2. Memristor Modeling

Depending on the nature of the ionic transport, the description of TiO${}_2$ memristor is completed in 2 ways, namely: linear and nonlinear dopant drift models. The difference between these models stands in the dynamics of the boundary between the doped and undoped TiO${}_2$ material toward the extreme edges, that is, $x=0$ and $x=1$, corresponding to the dopant width $w=0$ and $w=D$.

Equation (4) characterizes the linear dopant drift model and is integrated to give:

$$x\left(t\right)=x_0+\frac{1}{q_d}\left(q\left(t\right)-q_0\right),$$

(5)

where $x_0$ represents the limit between the doped and the undoped regions at time $t=0$, and $q_0$ is the initial charge at the same time $t=0$, that is, the charge having already flowed through the memristor in its previous history. Here, it can be seen that, from the first use of the memristor, as no charge has already flowed through it, $q_0=0$ corresponds to $x_0=0$, giving ${\displaystyle x\left(t\right)=\frac{q\left(t\right)}{q_d}}$. Be aware that it is only true for x belonging to $[0,1]$, that is, for $q\left(t\right)$ in $[0,q_d]$. This first model leads then to transform Equation (3) by $V\left(t\right)=M\left(q\right)·i\left(t\right)$, with ${\displaystyle M\left(q\right)=R_{off}-\delta R\frac{q\left(t\right)}{q_d}}$ as a charge-controlled memristance.
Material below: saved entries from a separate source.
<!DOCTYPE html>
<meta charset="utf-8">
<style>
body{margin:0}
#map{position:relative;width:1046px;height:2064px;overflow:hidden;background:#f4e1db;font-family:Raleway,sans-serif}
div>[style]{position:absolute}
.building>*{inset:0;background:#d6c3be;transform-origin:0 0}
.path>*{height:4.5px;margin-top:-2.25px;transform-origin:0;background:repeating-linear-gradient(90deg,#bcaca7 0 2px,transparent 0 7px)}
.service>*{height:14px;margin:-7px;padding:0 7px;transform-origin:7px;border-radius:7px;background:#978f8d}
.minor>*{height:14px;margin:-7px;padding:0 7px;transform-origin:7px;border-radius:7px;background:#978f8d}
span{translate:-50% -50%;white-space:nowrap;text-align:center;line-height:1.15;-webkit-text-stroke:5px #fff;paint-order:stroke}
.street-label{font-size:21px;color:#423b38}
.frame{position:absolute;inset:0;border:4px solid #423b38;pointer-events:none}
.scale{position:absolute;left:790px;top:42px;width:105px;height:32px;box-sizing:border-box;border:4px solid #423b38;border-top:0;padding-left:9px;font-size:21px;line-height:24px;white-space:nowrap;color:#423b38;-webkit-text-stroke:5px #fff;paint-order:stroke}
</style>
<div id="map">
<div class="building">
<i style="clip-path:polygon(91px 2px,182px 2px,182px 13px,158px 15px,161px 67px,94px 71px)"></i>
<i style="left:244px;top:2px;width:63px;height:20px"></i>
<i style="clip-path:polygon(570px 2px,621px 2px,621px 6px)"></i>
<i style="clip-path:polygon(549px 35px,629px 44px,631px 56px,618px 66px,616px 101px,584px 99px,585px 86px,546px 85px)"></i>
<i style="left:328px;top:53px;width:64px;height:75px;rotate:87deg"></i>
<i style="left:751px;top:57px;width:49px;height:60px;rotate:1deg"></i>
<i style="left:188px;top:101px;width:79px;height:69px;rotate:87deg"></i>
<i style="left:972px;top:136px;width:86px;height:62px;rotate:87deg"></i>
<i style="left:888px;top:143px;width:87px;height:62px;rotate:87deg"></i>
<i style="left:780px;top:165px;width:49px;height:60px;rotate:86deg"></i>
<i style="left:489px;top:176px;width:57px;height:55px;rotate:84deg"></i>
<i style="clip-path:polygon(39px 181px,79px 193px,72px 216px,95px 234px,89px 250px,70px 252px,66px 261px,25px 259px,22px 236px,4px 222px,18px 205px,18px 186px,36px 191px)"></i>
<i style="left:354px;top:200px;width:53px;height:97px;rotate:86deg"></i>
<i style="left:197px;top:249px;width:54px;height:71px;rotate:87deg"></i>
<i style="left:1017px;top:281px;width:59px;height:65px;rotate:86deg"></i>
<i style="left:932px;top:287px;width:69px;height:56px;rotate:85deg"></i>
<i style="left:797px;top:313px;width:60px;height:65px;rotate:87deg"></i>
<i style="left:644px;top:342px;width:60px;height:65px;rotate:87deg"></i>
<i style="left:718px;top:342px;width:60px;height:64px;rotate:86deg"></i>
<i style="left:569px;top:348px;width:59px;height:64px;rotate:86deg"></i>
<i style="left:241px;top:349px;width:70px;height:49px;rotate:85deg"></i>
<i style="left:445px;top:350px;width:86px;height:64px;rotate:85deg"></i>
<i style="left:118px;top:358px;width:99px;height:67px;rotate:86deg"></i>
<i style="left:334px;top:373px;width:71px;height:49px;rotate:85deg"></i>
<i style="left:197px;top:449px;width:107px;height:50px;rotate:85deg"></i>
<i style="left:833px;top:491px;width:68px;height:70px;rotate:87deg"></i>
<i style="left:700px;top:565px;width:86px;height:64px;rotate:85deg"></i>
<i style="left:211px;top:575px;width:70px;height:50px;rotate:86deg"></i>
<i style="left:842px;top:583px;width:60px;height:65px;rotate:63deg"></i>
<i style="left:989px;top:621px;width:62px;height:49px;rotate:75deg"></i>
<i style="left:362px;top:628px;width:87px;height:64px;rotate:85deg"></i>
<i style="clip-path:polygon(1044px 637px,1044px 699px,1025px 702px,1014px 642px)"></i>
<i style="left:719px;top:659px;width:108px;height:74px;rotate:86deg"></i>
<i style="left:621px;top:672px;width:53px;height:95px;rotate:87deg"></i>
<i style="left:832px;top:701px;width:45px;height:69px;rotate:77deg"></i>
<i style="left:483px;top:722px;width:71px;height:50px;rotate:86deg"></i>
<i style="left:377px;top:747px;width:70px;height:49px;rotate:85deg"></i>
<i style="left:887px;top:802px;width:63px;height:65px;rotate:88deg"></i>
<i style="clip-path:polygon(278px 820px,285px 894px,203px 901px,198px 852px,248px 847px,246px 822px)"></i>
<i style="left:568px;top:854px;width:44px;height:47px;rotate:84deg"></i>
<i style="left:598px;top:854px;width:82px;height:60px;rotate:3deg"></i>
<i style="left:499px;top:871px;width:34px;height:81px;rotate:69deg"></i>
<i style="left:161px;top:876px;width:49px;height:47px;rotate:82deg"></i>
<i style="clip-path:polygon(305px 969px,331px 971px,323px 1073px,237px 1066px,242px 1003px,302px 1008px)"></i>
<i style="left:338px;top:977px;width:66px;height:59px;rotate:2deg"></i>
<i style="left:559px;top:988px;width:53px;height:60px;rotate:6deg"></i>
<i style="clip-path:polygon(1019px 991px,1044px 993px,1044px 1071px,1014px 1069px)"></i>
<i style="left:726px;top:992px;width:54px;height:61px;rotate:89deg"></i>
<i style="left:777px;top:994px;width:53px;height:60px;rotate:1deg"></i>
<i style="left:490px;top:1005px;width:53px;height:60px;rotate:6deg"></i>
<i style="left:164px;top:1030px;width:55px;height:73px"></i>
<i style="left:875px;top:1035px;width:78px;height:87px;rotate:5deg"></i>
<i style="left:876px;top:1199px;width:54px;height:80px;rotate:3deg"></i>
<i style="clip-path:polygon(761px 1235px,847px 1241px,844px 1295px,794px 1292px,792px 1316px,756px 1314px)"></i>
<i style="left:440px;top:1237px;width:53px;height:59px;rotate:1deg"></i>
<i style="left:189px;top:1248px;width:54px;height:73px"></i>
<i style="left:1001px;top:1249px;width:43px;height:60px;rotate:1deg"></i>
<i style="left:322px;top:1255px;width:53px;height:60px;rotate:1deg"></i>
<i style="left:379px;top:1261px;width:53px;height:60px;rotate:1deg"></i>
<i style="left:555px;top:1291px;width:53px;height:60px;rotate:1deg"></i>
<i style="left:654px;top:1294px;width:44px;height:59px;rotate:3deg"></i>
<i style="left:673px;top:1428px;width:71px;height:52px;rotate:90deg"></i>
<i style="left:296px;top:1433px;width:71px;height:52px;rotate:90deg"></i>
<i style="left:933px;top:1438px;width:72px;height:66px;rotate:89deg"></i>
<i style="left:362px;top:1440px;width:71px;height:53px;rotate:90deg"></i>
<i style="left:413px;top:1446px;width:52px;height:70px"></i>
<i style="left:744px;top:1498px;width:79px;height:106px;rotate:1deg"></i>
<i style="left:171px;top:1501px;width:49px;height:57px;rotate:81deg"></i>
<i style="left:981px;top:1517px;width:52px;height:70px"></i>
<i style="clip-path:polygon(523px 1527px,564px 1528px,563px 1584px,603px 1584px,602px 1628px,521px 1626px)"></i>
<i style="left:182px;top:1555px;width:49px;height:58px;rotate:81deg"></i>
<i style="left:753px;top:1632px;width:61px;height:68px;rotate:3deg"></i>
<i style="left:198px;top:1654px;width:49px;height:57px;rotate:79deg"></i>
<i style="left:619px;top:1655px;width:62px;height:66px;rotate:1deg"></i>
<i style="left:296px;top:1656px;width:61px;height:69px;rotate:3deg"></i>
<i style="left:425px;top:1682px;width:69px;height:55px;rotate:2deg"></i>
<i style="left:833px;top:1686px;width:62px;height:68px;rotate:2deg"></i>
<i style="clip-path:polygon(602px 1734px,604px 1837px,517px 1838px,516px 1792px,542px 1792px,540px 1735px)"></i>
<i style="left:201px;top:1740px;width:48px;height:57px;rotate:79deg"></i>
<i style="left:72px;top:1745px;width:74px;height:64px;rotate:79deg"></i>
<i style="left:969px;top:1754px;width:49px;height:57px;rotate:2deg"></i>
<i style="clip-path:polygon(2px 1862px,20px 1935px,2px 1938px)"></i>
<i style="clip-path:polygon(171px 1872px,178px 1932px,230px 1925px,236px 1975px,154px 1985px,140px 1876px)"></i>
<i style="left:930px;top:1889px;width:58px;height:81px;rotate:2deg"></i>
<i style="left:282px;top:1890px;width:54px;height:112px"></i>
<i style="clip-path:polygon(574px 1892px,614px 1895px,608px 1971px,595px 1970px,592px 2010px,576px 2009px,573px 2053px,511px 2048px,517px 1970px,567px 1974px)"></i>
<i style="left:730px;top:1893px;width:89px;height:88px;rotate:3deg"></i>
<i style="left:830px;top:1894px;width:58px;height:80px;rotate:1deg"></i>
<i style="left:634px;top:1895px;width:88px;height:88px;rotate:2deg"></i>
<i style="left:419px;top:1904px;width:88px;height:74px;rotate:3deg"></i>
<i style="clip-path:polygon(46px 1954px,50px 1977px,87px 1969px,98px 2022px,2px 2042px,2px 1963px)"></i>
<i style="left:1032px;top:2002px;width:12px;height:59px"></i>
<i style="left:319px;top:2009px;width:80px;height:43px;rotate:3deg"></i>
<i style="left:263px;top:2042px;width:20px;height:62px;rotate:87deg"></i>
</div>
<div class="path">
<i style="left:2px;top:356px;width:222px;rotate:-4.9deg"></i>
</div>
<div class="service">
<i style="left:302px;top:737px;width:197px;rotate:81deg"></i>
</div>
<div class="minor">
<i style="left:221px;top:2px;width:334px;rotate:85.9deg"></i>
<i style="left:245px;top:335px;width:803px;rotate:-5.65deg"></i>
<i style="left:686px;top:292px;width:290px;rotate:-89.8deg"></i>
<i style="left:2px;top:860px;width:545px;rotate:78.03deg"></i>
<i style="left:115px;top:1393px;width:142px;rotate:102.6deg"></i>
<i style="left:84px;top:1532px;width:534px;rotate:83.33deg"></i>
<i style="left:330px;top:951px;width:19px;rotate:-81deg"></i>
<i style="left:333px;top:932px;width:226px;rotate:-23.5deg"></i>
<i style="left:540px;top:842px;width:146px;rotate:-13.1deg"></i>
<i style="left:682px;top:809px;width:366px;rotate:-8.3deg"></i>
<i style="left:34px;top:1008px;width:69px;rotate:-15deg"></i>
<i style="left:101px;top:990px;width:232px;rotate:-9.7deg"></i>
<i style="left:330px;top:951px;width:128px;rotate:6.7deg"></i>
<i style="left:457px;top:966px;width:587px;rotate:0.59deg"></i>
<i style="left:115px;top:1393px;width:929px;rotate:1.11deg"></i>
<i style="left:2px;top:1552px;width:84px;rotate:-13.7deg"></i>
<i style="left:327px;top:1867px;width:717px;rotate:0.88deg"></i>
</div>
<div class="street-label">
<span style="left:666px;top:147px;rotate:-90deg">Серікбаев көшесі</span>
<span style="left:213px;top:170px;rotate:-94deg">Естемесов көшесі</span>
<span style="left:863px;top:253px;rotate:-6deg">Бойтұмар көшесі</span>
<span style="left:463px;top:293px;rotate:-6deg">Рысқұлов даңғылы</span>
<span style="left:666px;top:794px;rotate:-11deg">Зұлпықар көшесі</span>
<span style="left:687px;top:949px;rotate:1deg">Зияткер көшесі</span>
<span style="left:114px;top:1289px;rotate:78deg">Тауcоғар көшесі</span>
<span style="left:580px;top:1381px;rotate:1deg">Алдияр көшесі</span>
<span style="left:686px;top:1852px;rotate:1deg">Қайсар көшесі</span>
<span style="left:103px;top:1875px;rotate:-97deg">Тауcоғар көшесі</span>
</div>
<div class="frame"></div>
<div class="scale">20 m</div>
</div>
However, this definition must be completed when $q\left(t\right)$ is less than 0 or more than $q_d$, leading to:

$$M\left(q\right)=\{\begin{array}{cc}{R}_{off},\hfill & \mathrm{if}q\le 0\hfill \\ R_{off}-\delta R\frac{q}{q_d},\hfill & \mathrm{if}0<q<q_d\hfill \\ R_{on}.\hfill & \mathrm{if}q\ge q_d\hfill \end{array}.$$

(6)

In the nonlinear model, a dimensionless function $g\left(x\right)$, called window function, is introduced to the right-hand side of the state Equation (4) to ensure the operating region in the interval [0, 1]; thus:

$$\frac{dx}{dt}=g\left(x\right)\frac{i\left(t\right)}{q_d}.$$

(7)

There are many suggested window functions, but their choice has a significant effect in the memristor modeling [17]. Considering three different window functions proposed, respectively, by Strukov et al., Joglekar et al., and Prodromakis et al. [2,5,56], each can be used for nonlinear dopant drift modeling:

$$g\left(x\right)=x(1-x),$$

(8)

$$g\left(x\right)=1-{(2x-1)}^{2p},$$

(9)

and

$$g\left(x\right)=1-{[{(x-0.5)}^2+0.75]}^p,$$

(10)

where p is a positive integer acting as a control parameter. Figure 2 shows the comparison of the functions in Equations (8)–(10). Note that, for $p=1$, Equation (9) becomes $4x(1-x)$, i.e., Joglekar’s function is four times the Strukov’s function given by Equation (8), while, for $p=1$, Prodromakis’s function in Equation (10) is exactly the same as Strukov’s function in Equation (8). The basic noticeable difference between these functions is the $g_{max}=g(x=0.5)$ scaleability, where $g_{max}$ is the value of $g\left(x\right)$ when $x=0.5$. There is no control parameter p in Strukov’s function; hence, it always gives $g_{max}=0.2500$, whereas Joglekar’s function always gives $g_{max}=1$. However, for Prodromakis’s function, $g_{max}$ varies with the variations of p; for example, Figure 2 gives $g_{max}=0.2500$, $0.9437$, and $0.9968$ for $p=1$, 10, and 20, respectively.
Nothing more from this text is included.